McMaster University professor Eric Brown has been awarded a Killam Research Fellowship.

The distinguished program of Killam Prizes and Killam Research Fellowships is run by the Canada Council for the Arts and recognizes active scholars and researchers who have dedicated their careers to pushing the boundaries of knowledge and meeting challenges faced in daily life.  

The Killam Research Fellowships support scholars of exceptional ability by granting them time to pursue research projects of broad significance and widespread interest within the disciplines of the humanities, social sciences, natural sciences, health sciences, engineering, or studies linking any of these disciplines. The fellowship, one of six awarded nationally, is valued at $140,000 over two years.

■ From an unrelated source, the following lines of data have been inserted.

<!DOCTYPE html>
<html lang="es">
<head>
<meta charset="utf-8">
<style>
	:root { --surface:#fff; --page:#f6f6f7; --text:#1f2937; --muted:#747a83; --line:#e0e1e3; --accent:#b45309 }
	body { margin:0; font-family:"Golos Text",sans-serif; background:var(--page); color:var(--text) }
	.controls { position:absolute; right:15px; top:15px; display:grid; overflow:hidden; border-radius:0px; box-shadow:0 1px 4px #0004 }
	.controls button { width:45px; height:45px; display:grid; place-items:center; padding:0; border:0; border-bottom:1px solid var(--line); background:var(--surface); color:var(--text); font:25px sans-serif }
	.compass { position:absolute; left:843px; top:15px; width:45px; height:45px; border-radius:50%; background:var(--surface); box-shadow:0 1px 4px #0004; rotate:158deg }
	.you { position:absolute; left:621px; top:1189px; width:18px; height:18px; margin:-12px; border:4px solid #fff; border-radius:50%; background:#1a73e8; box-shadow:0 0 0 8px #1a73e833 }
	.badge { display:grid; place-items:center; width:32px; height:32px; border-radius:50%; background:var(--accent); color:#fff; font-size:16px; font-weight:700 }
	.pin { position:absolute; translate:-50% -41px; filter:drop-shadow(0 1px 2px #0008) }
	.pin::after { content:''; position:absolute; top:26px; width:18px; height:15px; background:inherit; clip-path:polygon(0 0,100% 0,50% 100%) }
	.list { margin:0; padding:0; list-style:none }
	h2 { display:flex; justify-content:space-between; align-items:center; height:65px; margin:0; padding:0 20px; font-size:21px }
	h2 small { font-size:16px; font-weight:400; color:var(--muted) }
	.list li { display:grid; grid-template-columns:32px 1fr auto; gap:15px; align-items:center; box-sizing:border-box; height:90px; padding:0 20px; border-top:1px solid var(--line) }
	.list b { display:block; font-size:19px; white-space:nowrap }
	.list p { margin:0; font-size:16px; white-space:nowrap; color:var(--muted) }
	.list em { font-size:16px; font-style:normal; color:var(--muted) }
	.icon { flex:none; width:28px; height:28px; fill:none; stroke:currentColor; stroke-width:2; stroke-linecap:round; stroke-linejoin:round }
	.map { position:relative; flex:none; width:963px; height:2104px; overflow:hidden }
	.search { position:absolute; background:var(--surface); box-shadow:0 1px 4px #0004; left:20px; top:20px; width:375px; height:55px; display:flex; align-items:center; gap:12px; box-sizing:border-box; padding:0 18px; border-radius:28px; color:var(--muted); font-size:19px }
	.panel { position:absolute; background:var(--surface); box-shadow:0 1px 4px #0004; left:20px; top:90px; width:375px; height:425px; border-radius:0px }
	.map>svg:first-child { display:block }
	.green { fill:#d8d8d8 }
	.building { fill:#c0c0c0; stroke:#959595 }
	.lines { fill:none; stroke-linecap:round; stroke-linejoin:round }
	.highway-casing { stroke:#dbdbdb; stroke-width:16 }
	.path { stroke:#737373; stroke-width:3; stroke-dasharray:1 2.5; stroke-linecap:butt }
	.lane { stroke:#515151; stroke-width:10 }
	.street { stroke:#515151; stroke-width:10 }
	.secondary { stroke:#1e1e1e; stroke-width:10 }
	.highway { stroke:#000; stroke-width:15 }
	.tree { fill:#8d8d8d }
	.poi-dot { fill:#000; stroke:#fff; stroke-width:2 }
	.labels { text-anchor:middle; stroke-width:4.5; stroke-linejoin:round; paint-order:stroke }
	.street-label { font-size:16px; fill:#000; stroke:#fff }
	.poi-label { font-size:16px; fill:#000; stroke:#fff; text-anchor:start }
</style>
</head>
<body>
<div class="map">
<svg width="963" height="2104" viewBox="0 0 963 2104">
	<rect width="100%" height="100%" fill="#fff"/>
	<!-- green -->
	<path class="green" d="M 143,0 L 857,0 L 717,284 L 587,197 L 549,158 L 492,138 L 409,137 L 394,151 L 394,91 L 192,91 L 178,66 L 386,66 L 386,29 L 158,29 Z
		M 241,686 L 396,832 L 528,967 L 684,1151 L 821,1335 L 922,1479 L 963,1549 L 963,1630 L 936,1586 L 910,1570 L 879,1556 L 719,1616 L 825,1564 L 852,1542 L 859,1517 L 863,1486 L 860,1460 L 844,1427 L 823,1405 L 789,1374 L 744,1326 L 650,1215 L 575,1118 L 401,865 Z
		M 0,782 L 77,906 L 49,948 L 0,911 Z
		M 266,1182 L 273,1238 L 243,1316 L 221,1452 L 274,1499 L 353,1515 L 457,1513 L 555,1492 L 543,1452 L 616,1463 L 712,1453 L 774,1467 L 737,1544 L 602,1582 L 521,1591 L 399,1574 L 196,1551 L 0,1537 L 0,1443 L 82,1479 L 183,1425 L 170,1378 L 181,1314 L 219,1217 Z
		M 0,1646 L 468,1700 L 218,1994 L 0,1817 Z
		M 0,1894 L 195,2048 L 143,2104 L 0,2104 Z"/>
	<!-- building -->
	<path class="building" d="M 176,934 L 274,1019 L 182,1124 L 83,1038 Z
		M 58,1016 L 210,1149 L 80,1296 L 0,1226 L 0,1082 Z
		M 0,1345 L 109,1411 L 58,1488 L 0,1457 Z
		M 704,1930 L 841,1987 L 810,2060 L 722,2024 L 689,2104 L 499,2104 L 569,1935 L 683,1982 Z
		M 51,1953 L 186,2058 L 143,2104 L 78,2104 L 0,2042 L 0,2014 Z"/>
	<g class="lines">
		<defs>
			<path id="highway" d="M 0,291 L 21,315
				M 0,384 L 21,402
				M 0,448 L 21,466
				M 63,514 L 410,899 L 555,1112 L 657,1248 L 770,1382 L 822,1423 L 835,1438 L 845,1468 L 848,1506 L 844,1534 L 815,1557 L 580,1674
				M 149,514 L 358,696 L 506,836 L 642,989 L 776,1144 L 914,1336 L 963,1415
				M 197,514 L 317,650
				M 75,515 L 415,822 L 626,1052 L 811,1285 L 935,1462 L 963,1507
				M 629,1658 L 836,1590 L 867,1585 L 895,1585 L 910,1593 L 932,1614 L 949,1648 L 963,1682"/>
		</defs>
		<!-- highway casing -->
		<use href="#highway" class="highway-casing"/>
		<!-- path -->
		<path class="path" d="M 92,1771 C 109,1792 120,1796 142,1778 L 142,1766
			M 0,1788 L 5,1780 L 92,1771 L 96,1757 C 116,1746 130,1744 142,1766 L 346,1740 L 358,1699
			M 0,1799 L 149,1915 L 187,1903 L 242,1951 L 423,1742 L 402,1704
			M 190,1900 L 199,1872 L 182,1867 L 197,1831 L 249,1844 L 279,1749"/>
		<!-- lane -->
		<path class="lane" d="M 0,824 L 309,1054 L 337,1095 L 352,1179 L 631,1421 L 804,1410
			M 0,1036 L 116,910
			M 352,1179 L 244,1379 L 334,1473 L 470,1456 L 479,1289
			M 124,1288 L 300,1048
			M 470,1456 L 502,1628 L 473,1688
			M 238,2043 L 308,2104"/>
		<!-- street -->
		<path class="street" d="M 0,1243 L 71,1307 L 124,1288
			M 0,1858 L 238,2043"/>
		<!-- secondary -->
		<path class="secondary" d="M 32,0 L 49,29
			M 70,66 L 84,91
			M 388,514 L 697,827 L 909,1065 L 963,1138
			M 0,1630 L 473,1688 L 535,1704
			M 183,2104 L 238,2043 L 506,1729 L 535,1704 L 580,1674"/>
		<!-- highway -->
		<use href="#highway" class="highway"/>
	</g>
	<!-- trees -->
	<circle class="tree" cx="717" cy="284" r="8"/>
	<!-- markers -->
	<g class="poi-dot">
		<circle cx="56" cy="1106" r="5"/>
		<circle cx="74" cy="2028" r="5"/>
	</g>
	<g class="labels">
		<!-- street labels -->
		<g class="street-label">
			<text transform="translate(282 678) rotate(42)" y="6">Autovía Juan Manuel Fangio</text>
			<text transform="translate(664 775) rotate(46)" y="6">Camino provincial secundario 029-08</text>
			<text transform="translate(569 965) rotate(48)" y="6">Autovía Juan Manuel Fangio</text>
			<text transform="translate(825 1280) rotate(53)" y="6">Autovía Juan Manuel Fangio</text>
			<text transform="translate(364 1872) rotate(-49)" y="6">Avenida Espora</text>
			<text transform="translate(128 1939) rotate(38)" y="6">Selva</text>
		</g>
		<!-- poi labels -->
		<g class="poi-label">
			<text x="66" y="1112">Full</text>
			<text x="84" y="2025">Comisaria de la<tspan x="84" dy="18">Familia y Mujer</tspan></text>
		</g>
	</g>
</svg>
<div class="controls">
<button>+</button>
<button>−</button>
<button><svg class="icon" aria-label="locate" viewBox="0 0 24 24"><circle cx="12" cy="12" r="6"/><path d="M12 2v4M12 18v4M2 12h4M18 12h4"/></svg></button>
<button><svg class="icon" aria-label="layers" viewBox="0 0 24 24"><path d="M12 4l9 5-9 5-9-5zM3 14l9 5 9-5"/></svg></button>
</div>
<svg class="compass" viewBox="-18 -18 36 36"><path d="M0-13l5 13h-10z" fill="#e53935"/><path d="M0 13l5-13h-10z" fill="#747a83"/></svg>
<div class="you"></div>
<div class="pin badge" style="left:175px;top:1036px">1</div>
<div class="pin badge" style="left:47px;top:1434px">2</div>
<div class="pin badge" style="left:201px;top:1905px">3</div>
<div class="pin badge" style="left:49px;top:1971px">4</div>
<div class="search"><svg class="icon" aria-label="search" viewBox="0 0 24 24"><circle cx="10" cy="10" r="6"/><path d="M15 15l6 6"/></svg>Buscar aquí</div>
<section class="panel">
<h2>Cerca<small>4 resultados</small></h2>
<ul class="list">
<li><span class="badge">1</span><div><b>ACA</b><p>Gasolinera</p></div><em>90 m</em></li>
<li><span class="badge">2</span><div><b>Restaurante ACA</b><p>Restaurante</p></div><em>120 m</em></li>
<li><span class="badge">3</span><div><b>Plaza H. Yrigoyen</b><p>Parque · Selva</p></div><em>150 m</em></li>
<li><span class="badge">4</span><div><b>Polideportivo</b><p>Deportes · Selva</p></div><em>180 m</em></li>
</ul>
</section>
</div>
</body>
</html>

“I’m honoured and enthusiastic to focus my efforts exclusively on research,” said Brown, a distinguished university professor of biochemistry and biomedical sciences and a member of the Michael G. DeGroote Institute for Infectious Disease Research at McMaster. “The Fellowship comes at an opportune time when my research team and I are making really exciting progress.”

Brown was selected for his project focused on a fresh approach to antibacterial drug discovery for drug-resistant infections.

“We are doing research on antibiotic drug resistance and new antibiotic drug discovery,” he said. “In fact, bacterial super-infection is a huge risk factor for COVID-19 mortality and there is much concern about the ability to treat drug-resistant bacterial infections in COVID-19 patients. Also, the increased antibiotic use that has accompanied the pandemic is generating concern as it may exacerbate the antibiotic drug resistance problem.”

Simon Brault, director and CEO of the Canada Council for the Arts, said: “As the entire world faces unprecedented challenges, our belief in the vital importance of advanced research is stronger than ever. That’s why it’s important to us to celebrate the excellence of scholars whose work contributes to improving the lives of Canadians and people all around the world.”